RECORDS SUPPLIED
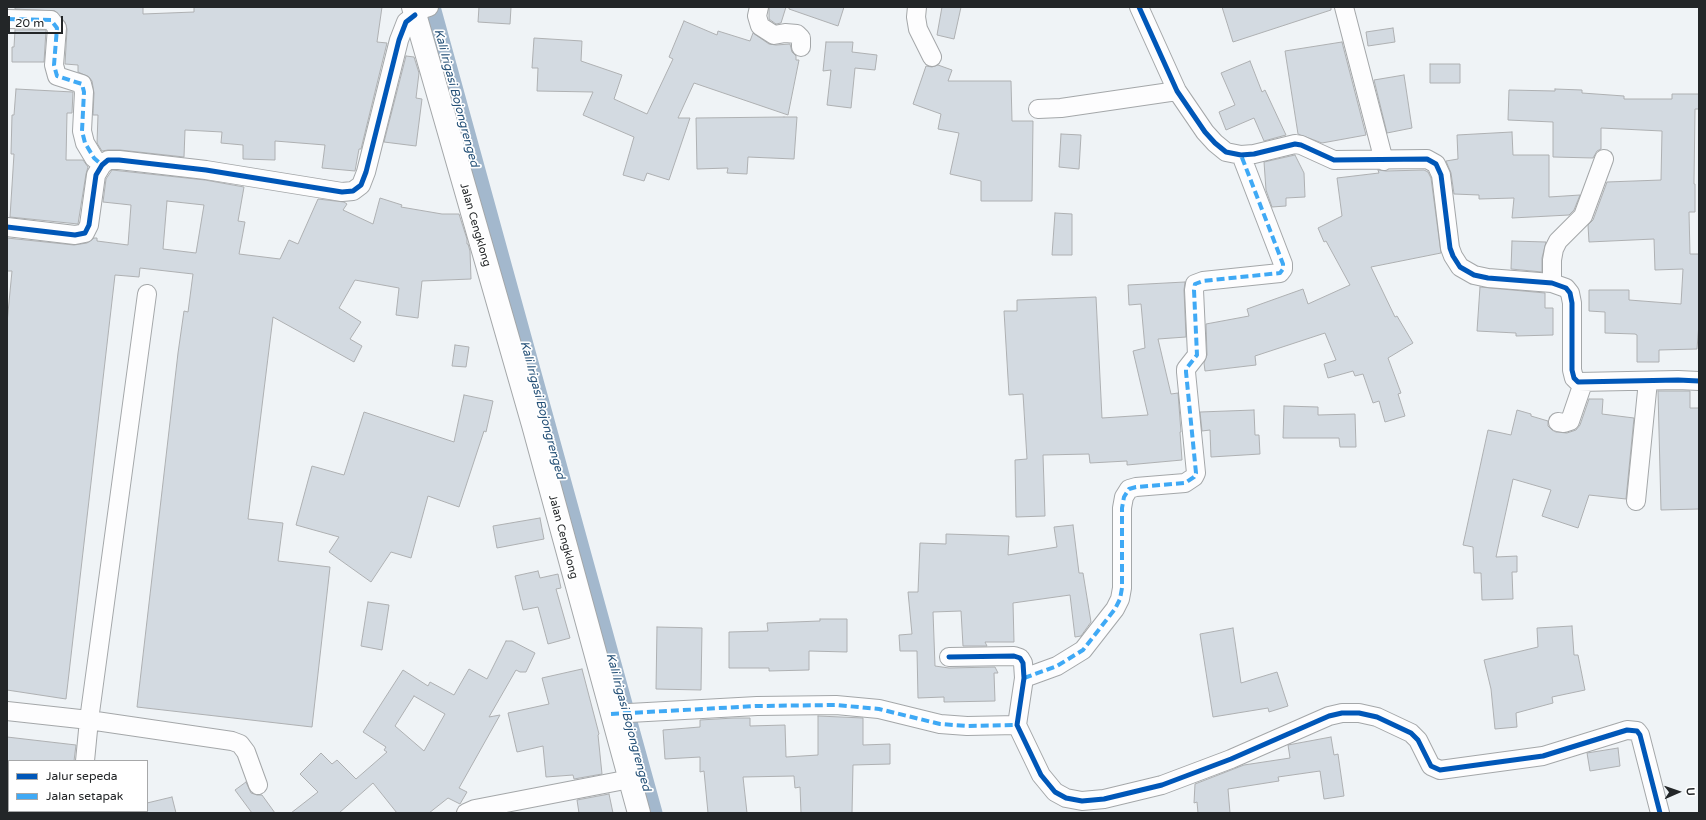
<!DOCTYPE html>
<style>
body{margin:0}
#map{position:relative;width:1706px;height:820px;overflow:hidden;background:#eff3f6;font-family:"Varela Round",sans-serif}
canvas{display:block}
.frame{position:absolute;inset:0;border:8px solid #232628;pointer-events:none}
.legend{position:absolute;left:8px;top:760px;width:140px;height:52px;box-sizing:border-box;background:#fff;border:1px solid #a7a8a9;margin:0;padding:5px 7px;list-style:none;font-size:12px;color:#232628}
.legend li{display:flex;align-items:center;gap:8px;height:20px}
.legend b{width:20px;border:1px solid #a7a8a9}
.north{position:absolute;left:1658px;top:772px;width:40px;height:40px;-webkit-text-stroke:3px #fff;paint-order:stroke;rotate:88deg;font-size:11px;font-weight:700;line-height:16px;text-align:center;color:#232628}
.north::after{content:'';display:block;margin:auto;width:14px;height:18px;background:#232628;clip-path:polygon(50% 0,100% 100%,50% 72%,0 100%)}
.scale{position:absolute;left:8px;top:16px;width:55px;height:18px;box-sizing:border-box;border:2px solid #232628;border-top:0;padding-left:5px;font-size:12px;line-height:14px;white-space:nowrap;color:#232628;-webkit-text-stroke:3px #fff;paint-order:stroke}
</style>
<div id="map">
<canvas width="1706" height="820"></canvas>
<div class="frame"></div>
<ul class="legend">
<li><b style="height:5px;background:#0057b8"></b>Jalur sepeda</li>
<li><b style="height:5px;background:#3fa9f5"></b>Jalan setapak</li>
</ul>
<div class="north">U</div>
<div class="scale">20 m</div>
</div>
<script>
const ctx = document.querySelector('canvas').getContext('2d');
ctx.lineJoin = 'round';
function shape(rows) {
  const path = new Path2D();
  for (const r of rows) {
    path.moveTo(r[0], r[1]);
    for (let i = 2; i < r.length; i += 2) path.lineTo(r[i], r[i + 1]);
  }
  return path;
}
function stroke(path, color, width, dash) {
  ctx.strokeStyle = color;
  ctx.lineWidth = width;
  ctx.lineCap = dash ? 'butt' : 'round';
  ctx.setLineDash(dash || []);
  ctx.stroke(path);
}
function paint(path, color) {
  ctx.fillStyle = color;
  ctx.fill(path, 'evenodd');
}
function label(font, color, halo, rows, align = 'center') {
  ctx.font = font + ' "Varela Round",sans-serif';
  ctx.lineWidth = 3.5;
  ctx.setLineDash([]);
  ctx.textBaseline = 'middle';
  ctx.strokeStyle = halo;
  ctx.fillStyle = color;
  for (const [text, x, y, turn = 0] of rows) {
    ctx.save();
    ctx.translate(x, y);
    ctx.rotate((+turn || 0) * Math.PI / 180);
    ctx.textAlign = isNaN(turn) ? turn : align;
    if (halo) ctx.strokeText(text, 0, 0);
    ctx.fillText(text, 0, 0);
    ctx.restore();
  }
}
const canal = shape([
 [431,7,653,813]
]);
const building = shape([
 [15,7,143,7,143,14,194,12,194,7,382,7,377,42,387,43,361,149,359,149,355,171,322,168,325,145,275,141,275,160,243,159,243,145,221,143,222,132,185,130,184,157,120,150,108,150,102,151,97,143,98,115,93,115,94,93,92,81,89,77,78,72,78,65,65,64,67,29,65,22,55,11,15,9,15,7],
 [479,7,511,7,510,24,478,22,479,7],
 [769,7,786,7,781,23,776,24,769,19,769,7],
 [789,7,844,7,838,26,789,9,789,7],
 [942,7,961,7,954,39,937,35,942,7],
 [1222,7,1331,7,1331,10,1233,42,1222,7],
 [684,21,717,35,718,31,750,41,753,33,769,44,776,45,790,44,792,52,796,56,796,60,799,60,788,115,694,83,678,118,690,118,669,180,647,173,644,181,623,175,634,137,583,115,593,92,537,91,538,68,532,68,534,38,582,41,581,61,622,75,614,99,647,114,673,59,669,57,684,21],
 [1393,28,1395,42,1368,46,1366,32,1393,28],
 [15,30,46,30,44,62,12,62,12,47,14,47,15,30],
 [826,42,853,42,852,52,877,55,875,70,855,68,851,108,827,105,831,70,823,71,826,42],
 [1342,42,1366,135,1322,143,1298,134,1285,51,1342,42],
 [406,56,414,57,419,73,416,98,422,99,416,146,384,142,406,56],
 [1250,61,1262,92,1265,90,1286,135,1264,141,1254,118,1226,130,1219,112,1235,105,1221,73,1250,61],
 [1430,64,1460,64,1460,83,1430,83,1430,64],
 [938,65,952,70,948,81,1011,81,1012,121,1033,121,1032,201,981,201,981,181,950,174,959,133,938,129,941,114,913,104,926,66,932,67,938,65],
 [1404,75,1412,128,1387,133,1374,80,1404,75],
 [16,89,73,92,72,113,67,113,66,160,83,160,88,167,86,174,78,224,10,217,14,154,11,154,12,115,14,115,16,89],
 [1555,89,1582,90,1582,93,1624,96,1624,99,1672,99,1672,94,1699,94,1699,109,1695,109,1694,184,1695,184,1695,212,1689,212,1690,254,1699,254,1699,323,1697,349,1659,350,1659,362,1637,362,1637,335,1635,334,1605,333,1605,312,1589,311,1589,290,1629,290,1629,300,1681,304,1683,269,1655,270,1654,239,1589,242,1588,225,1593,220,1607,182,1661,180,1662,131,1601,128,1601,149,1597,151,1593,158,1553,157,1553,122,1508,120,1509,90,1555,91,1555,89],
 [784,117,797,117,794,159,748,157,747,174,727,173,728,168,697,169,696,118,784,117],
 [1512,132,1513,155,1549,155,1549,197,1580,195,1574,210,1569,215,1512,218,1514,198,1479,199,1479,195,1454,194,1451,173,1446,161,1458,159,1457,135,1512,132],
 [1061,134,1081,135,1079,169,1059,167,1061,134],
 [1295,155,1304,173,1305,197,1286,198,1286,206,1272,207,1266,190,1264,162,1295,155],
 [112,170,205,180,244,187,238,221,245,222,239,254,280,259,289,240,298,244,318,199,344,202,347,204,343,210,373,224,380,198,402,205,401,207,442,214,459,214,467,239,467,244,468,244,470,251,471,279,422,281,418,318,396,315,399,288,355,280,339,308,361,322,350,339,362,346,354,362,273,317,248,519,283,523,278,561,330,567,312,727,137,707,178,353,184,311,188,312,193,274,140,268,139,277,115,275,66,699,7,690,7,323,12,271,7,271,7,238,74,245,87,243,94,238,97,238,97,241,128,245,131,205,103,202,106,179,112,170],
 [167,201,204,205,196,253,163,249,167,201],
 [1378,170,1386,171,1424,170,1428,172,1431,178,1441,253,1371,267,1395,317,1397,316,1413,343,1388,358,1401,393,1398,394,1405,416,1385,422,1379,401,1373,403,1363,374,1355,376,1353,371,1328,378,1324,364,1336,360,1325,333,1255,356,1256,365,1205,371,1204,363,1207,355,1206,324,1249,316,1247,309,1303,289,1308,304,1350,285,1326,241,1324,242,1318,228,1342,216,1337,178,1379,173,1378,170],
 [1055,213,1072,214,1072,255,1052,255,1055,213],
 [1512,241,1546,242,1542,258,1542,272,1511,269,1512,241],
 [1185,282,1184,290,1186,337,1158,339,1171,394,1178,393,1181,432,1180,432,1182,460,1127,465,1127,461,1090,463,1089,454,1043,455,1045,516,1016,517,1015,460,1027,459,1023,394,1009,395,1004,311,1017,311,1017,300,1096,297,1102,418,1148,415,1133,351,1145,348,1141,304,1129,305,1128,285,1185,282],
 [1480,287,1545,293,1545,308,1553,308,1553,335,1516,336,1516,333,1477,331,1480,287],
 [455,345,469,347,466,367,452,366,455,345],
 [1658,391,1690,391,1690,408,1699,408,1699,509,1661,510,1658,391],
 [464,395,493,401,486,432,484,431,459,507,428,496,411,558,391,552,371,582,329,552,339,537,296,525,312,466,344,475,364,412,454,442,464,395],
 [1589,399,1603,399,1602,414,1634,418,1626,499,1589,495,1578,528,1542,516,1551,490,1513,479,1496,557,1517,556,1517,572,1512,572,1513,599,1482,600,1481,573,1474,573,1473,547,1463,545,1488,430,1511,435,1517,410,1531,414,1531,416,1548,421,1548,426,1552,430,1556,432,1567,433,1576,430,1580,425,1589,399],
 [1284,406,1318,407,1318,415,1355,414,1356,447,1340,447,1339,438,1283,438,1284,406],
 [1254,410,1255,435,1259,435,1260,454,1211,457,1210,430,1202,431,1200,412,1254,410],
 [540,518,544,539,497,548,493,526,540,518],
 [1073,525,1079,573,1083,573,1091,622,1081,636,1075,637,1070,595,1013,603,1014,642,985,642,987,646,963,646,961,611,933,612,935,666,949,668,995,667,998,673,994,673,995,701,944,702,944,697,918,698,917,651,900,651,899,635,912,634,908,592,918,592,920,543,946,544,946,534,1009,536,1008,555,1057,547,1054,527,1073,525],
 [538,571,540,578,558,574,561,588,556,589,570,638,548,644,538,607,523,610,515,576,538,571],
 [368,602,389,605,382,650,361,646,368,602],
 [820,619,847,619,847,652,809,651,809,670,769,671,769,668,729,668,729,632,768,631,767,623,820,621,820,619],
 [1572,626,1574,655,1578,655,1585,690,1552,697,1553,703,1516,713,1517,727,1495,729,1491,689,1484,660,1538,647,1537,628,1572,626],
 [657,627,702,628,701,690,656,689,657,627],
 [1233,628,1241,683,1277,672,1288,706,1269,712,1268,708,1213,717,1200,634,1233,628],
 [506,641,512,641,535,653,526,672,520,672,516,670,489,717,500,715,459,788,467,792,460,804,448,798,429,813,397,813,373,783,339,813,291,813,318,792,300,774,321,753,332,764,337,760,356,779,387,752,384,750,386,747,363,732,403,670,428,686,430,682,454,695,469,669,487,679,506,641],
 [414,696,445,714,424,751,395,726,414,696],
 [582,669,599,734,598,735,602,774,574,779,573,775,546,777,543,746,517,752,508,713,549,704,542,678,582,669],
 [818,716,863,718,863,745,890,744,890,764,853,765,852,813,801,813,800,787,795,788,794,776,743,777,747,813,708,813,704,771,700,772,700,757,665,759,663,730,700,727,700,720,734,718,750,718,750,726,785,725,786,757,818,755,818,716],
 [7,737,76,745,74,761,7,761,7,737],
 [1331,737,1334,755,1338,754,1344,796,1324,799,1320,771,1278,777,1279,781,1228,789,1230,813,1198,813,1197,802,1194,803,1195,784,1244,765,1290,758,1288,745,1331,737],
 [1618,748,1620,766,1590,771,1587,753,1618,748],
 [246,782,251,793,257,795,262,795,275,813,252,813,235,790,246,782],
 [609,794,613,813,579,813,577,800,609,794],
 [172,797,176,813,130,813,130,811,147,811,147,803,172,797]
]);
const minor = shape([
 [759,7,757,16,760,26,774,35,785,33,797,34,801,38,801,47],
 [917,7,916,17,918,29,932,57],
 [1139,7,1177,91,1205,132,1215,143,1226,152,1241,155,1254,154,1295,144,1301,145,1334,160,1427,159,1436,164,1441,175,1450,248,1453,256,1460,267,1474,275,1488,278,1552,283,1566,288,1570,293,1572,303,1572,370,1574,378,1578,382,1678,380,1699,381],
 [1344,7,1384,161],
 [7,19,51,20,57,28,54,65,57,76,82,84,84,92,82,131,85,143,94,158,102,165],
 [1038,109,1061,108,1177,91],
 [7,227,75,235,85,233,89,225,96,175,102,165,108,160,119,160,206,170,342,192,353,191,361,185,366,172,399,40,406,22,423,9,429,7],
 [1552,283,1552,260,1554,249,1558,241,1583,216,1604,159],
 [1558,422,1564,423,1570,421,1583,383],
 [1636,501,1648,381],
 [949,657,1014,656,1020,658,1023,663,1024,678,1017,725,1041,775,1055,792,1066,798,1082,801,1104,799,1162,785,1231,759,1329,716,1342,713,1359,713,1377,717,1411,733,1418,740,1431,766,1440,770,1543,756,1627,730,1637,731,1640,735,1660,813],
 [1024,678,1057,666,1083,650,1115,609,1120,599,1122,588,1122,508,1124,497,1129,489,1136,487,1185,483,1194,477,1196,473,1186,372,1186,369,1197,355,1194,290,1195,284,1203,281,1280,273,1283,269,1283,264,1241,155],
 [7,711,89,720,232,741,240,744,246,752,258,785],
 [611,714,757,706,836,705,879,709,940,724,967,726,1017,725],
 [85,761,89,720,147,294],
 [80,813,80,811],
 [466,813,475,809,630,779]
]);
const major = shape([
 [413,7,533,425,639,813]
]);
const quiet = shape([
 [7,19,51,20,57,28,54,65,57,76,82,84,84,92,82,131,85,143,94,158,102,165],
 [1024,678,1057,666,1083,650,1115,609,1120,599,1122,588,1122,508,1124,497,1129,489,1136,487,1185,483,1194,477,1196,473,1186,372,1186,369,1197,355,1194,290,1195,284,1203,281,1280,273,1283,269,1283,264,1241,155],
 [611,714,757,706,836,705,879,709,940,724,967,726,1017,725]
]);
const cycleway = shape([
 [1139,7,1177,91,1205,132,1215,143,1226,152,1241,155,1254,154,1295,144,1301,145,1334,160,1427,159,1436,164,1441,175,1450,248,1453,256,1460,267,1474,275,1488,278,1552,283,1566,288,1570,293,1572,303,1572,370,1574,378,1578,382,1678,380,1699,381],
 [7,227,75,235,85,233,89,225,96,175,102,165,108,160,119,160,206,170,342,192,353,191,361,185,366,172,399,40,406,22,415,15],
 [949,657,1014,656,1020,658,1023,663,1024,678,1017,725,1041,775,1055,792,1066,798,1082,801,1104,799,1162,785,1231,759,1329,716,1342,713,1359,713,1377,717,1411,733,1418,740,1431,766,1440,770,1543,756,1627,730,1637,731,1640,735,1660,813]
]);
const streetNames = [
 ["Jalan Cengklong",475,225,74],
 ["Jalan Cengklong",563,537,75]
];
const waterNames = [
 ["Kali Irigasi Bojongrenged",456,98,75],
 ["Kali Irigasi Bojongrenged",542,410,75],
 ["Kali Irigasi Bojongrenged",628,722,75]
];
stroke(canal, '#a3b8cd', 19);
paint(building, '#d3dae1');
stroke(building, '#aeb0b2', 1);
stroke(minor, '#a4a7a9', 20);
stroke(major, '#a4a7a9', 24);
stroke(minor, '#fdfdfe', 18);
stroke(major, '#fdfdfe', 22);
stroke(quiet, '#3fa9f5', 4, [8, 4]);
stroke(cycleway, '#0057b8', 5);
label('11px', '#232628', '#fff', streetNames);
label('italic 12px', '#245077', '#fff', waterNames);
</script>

TASK STATEMENT
Go line by line through the records above and copy each one containing "lineWidth".

YOUR RESPONSE
  ctx.lineWidth = width;
  ctx.lineWidth = 3.5;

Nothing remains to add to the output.